Jacob, I wish I could give you a straight answer that didn't have conditionals. Obviously agree on the need for clear hypothesis. "It depends" would be my most honest answer. Preregistration of test protocols (DBT with positive and negative controls, or prior research into the capability of the testers under similar conditions), training results showing that variability is heading towards its asymptote are a good start. Consult with a statistician and have a pre-trial analysis work flow established.

Nothing wrong with conditionals, as we already know that there is no "one size fits it all" method.

I´d say that means your were satisfied with any experiment that fullfills the usual quality criteria (i.e. validity, objectivity and reliability) but has added preregisteration.

@ DF96,

It would help if those involved in the test had no financial interest in the outcome - or at the very least declared any such interest. Reputational interest can also be an issue.

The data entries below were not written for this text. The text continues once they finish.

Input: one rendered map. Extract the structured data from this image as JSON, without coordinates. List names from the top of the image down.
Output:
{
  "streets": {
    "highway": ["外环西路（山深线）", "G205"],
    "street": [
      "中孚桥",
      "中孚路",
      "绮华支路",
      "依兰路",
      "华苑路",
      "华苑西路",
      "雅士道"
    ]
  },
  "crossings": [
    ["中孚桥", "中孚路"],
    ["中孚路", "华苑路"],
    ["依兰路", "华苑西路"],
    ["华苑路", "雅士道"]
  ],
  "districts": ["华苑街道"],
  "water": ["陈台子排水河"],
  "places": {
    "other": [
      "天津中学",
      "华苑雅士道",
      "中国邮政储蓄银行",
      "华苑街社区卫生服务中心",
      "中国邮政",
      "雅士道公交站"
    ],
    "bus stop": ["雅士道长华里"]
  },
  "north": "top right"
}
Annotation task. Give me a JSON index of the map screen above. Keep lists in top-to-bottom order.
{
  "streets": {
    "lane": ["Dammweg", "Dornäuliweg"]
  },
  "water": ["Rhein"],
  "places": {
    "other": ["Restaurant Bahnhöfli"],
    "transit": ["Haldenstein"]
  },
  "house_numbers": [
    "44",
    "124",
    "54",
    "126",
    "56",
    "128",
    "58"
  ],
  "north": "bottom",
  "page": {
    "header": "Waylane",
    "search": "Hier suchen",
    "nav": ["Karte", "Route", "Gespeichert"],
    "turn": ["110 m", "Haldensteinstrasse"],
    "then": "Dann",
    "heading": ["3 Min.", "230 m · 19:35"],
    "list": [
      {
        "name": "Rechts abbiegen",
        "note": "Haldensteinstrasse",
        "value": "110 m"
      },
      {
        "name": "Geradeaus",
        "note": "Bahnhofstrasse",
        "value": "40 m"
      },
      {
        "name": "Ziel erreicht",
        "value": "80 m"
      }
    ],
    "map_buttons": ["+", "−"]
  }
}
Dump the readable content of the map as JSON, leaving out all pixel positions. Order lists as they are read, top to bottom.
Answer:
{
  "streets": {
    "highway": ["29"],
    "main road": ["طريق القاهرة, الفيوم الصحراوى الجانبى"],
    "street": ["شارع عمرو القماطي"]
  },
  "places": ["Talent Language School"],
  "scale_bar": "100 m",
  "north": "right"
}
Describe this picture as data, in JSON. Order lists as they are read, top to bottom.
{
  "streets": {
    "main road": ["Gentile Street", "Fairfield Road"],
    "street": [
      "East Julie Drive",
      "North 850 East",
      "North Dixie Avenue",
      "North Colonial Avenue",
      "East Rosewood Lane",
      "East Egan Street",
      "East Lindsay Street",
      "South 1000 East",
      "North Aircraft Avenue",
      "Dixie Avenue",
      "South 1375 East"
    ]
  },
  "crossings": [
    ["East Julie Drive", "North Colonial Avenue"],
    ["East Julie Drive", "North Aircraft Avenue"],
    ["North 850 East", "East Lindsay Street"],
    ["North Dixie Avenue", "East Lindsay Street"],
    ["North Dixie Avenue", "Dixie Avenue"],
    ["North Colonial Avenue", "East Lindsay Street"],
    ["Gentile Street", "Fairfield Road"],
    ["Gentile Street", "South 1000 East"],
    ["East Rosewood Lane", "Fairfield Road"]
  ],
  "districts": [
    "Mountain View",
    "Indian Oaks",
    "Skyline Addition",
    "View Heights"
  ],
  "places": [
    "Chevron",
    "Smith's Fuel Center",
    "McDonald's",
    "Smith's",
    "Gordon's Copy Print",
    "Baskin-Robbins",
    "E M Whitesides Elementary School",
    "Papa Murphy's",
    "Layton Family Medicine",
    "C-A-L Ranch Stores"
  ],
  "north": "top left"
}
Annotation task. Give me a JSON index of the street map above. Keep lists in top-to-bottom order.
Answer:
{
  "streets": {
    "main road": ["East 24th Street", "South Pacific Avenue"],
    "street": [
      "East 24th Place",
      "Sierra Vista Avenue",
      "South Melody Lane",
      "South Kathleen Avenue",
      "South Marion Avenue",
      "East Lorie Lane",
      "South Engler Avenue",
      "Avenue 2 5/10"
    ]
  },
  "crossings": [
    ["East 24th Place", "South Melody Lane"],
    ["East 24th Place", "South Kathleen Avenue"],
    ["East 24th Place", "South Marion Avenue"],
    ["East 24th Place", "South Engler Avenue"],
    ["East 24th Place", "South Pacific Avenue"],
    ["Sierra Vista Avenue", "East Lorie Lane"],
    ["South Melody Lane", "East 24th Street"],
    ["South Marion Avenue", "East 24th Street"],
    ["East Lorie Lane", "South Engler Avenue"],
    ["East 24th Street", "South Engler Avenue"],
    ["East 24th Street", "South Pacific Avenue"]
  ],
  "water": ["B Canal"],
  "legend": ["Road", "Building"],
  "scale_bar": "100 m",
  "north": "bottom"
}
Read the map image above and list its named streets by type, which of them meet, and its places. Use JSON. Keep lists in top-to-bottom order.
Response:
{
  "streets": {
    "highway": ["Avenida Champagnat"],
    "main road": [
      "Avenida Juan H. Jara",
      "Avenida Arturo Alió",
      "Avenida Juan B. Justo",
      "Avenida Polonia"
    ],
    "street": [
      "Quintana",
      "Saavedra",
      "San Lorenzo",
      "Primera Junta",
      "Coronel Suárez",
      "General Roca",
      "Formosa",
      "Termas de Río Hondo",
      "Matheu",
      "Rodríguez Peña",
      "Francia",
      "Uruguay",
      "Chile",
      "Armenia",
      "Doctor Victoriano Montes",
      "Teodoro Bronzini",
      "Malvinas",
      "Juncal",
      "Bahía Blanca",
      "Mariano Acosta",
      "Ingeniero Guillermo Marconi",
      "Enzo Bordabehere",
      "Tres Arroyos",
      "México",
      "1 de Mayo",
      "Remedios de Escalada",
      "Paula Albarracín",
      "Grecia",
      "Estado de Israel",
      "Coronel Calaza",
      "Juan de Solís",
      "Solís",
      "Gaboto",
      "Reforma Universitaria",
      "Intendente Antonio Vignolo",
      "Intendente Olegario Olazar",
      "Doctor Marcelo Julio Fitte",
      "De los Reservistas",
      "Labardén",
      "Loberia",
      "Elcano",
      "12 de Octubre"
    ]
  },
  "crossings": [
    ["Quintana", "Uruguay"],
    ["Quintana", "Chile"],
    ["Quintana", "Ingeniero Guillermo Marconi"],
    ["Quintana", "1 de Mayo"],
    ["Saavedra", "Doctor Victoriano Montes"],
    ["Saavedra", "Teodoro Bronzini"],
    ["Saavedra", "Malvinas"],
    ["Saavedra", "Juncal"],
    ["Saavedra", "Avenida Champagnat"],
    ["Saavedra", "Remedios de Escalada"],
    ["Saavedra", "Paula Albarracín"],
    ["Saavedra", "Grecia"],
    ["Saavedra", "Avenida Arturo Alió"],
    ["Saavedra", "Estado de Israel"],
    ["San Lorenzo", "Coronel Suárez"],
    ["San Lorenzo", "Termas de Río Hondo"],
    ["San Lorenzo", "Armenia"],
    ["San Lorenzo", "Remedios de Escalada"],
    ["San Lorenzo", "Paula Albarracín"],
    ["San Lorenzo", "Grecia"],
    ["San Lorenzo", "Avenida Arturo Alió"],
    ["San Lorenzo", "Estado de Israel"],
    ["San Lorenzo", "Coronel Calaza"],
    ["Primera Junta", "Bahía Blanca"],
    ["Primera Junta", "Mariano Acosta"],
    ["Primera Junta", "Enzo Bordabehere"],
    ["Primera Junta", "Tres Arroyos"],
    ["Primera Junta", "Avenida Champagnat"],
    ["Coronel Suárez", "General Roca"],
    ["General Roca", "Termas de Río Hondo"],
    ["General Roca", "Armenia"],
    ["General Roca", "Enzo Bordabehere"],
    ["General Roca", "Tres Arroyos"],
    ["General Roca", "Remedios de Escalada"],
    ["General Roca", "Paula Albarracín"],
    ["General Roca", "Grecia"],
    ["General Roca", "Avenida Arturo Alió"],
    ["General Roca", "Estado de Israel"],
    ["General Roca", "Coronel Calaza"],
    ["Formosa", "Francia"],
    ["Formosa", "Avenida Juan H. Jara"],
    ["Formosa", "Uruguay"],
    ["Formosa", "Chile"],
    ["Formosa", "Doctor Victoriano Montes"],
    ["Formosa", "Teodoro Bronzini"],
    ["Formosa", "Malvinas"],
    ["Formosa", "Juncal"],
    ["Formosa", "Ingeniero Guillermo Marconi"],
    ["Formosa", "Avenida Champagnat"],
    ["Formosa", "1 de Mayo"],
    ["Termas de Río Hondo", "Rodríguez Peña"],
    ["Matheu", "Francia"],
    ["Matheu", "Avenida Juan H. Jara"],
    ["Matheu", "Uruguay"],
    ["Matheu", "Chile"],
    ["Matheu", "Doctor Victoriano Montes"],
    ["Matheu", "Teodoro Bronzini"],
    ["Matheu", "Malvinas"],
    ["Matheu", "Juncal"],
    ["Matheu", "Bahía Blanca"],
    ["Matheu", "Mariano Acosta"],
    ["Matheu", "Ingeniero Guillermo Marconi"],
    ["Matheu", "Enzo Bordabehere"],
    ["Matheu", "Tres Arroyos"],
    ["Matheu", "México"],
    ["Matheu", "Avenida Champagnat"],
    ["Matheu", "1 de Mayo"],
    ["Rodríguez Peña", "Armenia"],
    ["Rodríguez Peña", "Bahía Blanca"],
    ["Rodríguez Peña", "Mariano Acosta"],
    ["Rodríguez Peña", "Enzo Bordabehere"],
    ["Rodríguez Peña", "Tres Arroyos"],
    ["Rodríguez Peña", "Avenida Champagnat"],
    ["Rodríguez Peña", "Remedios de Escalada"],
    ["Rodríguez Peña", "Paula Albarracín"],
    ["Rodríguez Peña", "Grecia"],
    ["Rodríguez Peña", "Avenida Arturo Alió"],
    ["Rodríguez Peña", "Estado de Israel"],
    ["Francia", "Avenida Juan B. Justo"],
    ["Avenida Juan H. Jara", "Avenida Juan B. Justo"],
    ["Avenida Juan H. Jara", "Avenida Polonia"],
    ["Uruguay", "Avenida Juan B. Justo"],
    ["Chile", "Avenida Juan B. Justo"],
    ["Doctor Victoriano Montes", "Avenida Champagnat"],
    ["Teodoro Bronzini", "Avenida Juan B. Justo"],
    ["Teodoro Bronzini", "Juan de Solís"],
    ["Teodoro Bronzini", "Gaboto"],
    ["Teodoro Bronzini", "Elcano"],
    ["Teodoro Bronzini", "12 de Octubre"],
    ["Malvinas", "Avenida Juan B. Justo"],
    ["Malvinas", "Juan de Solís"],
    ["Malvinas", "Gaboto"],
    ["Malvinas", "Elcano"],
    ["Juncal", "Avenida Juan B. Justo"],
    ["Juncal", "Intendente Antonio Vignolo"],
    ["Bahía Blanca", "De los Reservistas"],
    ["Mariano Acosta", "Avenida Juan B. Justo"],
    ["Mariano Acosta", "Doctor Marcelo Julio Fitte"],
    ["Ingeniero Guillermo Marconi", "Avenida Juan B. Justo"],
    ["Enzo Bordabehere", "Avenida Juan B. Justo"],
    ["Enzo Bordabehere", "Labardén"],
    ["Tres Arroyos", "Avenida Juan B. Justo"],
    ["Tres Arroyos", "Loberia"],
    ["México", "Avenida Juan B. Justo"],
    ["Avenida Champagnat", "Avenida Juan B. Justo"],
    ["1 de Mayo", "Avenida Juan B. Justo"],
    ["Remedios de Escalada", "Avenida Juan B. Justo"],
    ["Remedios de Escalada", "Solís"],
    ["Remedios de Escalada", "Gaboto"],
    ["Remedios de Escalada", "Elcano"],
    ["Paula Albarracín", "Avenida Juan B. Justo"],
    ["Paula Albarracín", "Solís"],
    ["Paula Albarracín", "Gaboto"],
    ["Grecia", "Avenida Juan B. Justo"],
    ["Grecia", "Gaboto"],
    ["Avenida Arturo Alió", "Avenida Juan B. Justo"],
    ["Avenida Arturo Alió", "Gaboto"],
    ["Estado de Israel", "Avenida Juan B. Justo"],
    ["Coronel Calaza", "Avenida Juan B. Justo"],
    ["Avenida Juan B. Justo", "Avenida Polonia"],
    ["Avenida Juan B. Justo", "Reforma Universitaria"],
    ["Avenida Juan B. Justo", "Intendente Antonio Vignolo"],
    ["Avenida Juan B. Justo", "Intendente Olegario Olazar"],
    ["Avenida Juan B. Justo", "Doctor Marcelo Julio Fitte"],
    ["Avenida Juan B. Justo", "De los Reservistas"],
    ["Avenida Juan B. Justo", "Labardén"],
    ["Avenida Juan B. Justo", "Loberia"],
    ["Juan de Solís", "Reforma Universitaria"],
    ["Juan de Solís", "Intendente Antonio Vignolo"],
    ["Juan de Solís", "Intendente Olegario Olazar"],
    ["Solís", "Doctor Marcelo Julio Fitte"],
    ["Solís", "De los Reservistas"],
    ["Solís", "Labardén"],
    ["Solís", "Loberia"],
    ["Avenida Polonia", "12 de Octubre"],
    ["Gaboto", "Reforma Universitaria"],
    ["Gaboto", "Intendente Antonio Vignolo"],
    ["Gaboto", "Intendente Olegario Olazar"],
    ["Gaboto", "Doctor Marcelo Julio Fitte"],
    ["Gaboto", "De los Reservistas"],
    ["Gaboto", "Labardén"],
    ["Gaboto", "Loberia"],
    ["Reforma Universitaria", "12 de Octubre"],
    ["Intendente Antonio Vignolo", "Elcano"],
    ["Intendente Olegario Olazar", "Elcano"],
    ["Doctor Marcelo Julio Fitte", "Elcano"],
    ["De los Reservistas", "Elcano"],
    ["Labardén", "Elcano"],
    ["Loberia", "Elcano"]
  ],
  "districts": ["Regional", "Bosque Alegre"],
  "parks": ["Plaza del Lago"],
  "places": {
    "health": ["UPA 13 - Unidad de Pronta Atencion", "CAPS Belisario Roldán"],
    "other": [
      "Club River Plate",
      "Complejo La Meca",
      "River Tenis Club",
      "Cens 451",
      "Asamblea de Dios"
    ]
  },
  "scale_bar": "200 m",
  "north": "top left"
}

"It would help..." is nice, but is it mandatory or a knock out criterium?

@ RMarsh,

"Majority .. around the world" , that sets the bar really high, or is it a misunderstanding?
 
<snip>
This creates self-imposed pressure as well as the possibility to fail for the particular participant.

Self-imposed pressure makes it more worse but there it is already quite likely that the experimental conditions per se create kind of "pressure" or "distraction".

But in the specific case you´ve mentioned i´m pretty sure that "failing" meant "unability to get a positive ABX result" although the listener is confident that an audible difference exists and that he perceives it so.
 
So far it seems that no unusual requests or conditions were posted, following good scientific practice seems to be considered as sufficient.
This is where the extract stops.